„Selbst das zahmste Tier wird wild, wenn man seine Bedürfnisse vernachlässigt.“
aus „Das neue Buch Genesis“ von Bernard Beckett
Mediation ist ein strukturiertes, freiwilliges Verfahren zur konstruktiven Beilegung eines Konfliktes, bei dem unabhängige „allparteiliche“ Dritte, die Mediatoren, die Konfliktparteien in ihrem Lösungsprozess begleiten. Die Konfliktparteien, auch Medianten oder Medianden genannt, versuchen dabei, zu einer gemeinsamen Vereinbarung zu gelangen, die ihren Bedürfnissen und Interessen entsprechen. Der Mediator trägt die Verantwortung für einen geregelten Prozess. Die Themenfindung- und Einbringung obliegt der Verantwortung der Medianden. Da einer Mediation oft unbewusste Konfliktmotive, z.B. unerfüllten Bedürfnissen, der jeweiligen Konfliktparteien zugrunde liegen, ist eine analysierende Betrachtungsweise der Gesamtsituation, sehr hilfreich.
Als psychoanalytisch ausgebildete Supervisorin folge ich den Annahmen eines psychoanalytischen Verständnisses, dass von der Existenz des Unbewussten und einer Vielzahl von unbewussten Ebenen ausgeht. Dieser Theorie nach werden psychische Vorgänge, die den Zweck haben die Psyche von den miteinander in Konflikt stehende psychische Tendenzen (Triebe, Bedürfnisse, Wünsche, Werte) zu entlasten, Abwehrmechanismen genannt. Abwehrmechanismen sind dabei nicht immer willentlich kontrollierbar und werden z.T. unbewusst eingesetzt. Abwehrmechanismen sind daher zum einen als Schutzmechanismen zu sehen mit der Aufgabe, den emotionalen Druck zu reduzieren. Zum anderen verhindert der Einsatz dieser Mechanismen jedoch auch die Gesamtproblematik im Auge zu behalten, das Gegenüber adäquat wahrzunehmen, dynamische Prozesse zu verstehen und sich selbst aus der Metaposition wahrzunehmen und sein Verhalten zu reflektieren. Als Dozentin für Psychopathologie ist es mir wichtig meinen Teilnehmern zu vermitteln, dass sogenannte psychopathologische Phänomene wie beispielsweise Störungen des Bewusstsein (z.B. bei Übermüdung), Orientierung- & Gedächtnisstörung (z.B. bei Stress), Aufmerksamkeit und Gedächtnisstörungen (z.B. im Rahmen von Trauer), Befürchtungen und Zwänge (z.B. vor Prüfungen), Störungen der Affekte (z.B. im Stadium der Verliebtheit) u.v.m., uns allen begegnen, jedoch nicht in der Ausprägung und Quantität wie wir sie in der psychischen Erkrankung erleben, oder in Krisensituation, die uns stark beeinträchtigen und belasten. Partielle psychopathologische Phänomene gehören demnach zu unsrem Leben dazu.

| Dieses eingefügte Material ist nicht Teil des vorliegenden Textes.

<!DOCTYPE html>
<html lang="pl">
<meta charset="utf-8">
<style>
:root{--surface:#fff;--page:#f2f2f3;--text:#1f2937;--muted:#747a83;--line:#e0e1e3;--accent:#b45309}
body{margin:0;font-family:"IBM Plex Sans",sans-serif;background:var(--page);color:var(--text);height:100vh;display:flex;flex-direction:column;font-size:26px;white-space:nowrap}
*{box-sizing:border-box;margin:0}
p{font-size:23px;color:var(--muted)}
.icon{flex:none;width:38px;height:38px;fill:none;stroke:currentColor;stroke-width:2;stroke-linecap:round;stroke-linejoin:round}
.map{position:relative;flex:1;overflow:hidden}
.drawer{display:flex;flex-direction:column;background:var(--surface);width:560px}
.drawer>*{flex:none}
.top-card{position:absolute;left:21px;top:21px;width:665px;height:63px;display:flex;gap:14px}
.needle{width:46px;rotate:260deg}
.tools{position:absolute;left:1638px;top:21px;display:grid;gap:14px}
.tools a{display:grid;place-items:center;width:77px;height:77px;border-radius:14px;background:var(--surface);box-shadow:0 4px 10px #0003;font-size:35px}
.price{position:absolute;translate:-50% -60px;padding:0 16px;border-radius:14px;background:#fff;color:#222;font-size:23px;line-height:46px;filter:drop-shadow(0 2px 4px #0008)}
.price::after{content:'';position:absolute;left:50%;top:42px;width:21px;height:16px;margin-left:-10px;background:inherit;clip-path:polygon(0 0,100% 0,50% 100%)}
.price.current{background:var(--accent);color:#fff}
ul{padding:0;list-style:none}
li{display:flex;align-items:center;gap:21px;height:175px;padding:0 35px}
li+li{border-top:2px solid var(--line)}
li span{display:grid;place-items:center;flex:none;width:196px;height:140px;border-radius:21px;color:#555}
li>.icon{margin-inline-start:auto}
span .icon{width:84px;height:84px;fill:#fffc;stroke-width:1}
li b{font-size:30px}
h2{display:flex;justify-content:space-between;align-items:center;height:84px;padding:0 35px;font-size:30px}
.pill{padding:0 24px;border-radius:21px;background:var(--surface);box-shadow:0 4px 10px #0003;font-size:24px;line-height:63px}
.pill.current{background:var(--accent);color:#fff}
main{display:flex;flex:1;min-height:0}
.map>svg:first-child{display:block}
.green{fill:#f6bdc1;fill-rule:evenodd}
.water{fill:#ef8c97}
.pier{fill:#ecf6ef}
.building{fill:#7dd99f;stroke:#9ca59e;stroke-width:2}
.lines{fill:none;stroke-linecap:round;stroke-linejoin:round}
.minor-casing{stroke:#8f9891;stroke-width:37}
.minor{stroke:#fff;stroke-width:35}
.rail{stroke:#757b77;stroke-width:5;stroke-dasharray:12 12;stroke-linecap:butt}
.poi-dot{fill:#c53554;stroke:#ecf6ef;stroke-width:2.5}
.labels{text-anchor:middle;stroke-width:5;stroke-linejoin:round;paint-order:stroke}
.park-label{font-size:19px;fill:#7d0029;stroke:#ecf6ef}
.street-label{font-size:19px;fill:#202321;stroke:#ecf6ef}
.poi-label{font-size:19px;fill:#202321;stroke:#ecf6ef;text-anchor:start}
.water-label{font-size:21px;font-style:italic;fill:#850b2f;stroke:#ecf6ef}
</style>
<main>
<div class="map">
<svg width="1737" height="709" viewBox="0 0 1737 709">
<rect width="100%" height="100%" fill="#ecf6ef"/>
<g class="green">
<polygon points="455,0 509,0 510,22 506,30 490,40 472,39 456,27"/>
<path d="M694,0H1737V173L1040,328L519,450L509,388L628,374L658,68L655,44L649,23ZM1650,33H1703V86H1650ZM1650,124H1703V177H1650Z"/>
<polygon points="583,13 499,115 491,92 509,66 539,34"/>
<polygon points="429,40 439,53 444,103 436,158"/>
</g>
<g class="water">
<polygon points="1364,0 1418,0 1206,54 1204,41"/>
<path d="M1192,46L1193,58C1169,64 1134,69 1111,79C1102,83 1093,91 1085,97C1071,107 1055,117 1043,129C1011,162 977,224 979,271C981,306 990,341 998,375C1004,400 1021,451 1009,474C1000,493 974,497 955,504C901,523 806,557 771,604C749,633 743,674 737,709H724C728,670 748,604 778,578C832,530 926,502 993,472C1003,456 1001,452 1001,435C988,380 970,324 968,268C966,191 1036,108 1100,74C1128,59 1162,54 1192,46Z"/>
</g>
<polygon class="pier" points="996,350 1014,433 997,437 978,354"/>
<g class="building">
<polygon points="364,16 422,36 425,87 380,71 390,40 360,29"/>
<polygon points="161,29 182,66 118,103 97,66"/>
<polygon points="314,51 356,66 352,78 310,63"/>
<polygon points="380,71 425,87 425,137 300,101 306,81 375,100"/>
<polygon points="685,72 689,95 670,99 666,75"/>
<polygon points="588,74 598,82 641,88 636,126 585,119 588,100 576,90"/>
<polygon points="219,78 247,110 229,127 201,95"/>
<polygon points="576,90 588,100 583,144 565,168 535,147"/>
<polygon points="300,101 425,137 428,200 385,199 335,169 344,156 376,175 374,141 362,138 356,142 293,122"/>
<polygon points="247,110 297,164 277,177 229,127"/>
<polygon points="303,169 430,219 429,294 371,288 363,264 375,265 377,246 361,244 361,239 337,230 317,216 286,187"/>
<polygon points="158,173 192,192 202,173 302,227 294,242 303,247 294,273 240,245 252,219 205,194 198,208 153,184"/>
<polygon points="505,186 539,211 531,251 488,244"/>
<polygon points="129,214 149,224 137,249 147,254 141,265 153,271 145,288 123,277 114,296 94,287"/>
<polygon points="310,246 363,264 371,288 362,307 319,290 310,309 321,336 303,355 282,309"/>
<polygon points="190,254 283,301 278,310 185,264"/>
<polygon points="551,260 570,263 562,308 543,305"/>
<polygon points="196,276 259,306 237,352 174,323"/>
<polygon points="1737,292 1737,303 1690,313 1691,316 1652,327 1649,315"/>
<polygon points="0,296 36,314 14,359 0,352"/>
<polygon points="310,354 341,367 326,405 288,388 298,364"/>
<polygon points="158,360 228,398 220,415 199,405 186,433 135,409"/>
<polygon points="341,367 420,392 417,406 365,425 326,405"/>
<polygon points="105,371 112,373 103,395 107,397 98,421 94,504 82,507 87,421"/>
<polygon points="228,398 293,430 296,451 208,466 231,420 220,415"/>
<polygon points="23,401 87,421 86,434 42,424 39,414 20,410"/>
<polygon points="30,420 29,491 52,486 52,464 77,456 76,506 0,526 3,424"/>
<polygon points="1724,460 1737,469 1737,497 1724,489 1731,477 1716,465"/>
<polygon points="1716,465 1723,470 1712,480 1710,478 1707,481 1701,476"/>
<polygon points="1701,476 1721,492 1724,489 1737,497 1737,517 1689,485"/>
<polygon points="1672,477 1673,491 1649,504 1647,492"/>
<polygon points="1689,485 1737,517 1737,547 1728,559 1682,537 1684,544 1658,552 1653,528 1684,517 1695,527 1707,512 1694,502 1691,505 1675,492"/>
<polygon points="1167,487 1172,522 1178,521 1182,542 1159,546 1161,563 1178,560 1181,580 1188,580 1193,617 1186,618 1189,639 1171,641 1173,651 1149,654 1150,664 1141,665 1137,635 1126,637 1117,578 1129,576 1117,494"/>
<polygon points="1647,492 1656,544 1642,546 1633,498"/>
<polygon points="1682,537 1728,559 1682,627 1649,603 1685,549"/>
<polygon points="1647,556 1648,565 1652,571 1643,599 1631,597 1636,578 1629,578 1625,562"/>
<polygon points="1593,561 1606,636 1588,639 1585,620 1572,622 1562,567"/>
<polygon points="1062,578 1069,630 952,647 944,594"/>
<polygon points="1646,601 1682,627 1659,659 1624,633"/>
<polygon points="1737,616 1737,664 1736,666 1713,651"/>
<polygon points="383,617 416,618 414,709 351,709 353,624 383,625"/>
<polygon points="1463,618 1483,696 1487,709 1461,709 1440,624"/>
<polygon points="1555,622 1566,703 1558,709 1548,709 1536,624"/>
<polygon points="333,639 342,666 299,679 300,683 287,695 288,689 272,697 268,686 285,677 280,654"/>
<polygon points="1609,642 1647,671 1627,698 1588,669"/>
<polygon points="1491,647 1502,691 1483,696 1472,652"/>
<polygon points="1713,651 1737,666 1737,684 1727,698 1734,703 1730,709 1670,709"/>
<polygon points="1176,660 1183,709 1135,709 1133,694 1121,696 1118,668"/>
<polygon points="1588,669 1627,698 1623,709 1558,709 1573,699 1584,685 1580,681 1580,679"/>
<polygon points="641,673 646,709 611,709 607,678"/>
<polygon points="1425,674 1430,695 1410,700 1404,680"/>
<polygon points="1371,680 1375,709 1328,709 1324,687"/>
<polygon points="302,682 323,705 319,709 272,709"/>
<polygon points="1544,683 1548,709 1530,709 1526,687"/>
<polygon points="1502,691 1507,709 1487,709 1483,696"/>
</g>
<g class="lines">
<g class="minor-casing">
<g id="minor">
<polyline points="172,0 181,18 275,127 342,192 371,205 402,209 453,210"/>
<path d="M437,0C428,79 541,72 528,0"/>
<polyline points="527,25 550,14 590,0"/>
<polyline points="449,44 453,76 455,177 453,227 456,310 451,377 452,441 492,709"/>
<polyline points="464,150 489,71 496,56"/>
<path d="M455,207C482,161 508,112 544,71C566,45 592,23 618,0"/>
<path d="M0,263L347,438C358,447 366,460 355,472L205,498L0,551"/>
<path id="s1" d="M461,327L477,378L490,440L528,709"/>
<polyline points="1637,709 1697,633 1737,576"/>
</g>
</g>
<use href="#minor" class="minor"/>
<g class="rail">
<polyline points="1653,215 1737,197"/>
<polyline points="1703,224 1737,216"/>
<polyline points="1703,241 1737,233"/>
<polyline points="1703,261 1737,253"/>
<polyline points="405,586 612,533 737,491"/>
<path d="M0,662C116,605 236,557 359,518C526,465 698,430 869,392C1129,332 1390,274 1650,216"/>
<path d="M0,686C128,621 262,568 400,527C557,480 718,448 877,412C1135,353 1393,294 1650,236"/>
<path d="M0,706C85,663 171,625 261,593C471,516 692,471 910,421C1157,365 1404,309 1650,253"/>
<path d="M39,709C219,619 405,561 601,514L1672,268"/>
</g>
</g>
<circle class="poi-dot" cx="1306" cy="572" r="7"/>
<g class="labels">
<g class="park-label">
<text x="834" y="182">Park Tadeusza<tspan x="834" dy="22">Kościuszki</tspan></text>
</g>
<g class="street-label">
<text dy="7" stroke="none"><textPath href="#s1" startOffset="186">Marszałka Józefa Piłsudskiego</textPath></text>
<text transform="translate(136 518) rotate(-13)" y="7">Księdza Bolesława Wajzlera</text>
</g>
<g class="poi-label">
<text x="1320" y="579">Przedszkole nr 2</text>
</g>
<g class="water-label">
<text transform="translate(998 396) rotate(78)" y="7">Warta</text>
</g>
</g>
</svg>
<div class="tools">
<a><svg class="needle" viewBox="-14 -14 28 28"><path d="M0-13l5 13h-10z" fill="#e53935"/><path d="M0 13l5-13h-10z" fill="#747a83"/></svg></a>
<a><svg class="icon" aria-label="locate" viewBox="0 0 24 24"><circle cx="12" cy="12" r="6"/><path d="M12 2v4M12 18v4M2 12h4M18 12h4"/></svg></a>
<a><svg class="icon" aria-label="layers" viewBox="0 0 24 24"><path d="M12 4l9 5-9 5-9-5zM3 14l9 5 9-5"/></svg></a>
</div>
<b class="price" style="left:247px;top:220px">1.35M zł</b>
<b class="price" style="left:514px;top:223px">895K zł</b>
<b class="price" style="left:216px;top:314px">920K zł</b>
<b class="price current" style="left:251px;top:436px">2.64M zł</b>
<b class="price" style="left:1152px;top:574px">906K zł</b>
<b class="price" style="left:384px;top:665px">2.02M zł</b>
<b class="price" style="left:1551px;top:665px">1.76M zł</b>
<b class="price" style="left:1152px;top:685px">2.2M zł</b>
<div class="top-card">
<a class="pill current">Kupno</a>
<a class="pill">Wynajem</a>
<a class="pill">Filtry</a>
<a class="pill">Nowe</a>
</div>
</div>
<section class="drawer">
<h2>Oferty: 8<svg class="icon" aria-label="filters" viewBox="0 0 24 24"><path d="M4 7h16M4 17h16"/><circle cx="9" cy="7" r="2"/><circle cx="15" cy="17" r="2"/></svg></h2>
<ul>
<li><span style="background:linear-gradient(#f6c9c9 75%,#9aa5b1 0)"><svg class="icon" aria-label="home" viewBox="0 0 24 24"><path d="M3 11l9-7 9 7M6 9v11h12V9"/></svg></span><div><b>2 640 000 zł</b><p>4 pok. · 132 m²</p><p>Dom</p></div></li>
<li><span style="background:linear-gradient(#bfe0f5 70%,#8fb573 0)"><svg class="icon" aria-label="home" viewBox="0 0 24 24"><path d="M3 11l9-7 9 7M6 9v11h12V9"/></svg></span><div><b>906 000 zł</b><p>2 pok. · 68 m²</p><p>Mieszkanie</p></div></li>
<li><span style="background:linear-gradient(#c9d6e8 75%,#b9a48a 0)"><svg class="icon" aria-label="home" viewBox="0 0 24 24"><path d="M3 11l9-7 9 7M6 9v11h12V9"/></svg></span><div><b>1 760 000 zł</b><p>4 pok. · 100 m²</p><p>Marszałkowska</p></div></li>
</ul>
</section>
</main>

Mein Interesse in Mediationen, gilt besonders der Frage: welcher Zusammenhang zwischen unbefriedigten Bedürfnisse im Konfliktfall besteht und der Phänomenologie, dass psychisch gesunde Medianden aufgrund von unbewussten Abwehrprozessen, partielle psychopathologische Phänomene im Denken, Fühlen und Verhalten zeigen? In meiner Beratungsarbeit begegnen mir diese Erscheinungen häufig, gerade in Konfliktsituationen. Zuvor zugängliche und empathische Kollegen „verwandeln“ sich in kurzer Zeit in Menschen, die sich in Teufelskreise verstricken, Selbstregulations- oder Steuerungsmechanismen verlieren, inferiore Verhaltensmuster zeigen und diverse Abwehrmechanismen einsetzen – ein Phänomen, das mir aus der Arbeit mit psychisch kranken Menschen vertraut ist. Diese „andere“ Perspektive trägt zu einem erfolgreichen Verlauf des Mediationsprozesses bei.